Closed hackartisan closed 5 months ago
I just tried this query directly on prod; it returned in about a minute. there were 92,755 resources that had an mmsid.
On staging it seems to check the resources like 2 per min, which is gonna take 32 days on prod. Not hitting errors anymore, though -- Maybe it'll run faster on prod? Worth a shot.
@escowles It seems to take a really long time to check these ark resolutions. Trey said we can maybe get a dump of ezids, and that you maybe know how to get that?
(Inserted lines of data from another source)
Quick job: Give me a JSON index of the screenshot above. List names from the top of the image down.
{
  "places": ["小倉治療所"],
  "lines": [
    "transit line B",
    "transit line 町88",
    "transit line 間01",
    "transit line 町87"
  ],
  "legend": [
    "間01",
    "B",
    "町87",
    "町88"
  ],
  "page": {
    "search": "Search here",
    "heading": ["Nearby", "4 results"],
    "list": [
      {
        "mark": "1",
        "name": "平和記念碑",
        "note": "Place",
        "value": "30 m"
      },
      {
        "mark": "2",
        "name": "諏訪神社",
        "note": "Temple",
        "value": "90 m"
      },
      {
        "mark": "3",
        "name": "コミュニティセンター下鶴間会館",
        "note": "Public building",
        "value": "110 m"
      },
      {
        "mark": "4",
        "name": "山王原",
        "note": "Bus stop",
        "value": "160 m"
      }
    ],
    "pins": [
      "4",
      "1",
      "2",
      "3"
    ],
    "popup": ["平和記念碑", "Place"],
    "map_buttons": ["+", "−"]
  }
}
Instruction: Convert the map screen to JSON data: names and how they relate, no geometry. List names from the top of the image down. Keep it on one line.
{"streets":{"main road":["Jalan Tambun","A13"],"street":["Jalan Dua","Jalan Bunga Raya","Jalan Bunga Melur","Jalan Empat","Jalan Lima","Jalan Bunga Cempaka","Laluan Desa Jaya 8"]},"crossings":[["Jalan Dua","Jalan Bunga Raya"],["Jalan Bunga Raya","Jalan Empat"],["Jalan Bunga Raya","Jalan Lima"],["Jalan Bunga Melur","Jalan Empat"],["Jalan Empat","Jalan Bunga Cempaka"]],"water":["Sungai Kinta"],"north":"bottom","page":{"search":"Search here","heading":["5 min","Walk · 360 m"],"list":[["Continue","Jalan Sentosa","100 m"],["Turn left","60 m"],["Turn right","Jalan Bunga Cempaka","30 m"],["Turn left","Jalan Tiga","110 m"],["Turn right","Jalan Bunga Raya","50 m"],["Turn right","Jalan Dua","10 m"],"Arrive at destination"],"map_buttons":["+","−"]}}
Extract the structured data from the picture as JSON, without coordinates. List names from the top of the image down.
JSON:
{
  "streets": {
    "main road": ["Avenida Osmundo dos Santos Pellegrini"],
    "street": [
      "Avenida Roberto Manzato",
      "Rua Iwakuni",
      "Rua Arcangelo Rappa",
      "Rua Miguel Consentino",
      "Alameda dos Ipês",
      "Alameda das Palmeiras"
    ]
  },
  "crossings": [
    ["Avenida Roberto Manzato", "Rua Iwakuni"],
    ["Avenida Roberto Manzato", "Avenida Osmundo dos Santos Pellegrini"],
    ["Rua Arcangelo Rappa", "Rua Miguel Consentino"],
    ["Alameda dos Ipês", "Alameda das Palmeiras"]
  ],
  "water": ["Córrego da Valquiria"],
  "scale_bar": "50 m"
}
Yes, I've gotten the most recent report of ARKs from EZID: pul-ezid-2024-04-29.csv.gz
Though the report doesn't include the destination URLs — in the past I've written a shell script to go through and resolve each one in order to get a useful report with the destinations included.
Okay thanks @escowles! I'll just have to look into why resolving them is so slow via the ezid client, and/or do it some other way.
FWIW, the script I used the last time I did this just did a HEAD request to resolve them:
#!/bin/sh
# lookup redirect URL for all ARKs in file "arks.txt"
function f
{
read ARK
while [ "$ARK" ]; do
LOC=`curl -s -I https://n2t.net/$ARK | grep Location`
echo $ARK $LOC
read ARK
done
}
cat arks.txt | f
Nice! Ha, my first plan was to do HEAD requests, before I got distracted by the Ezid client gem.
This is great, good work!
advances #6343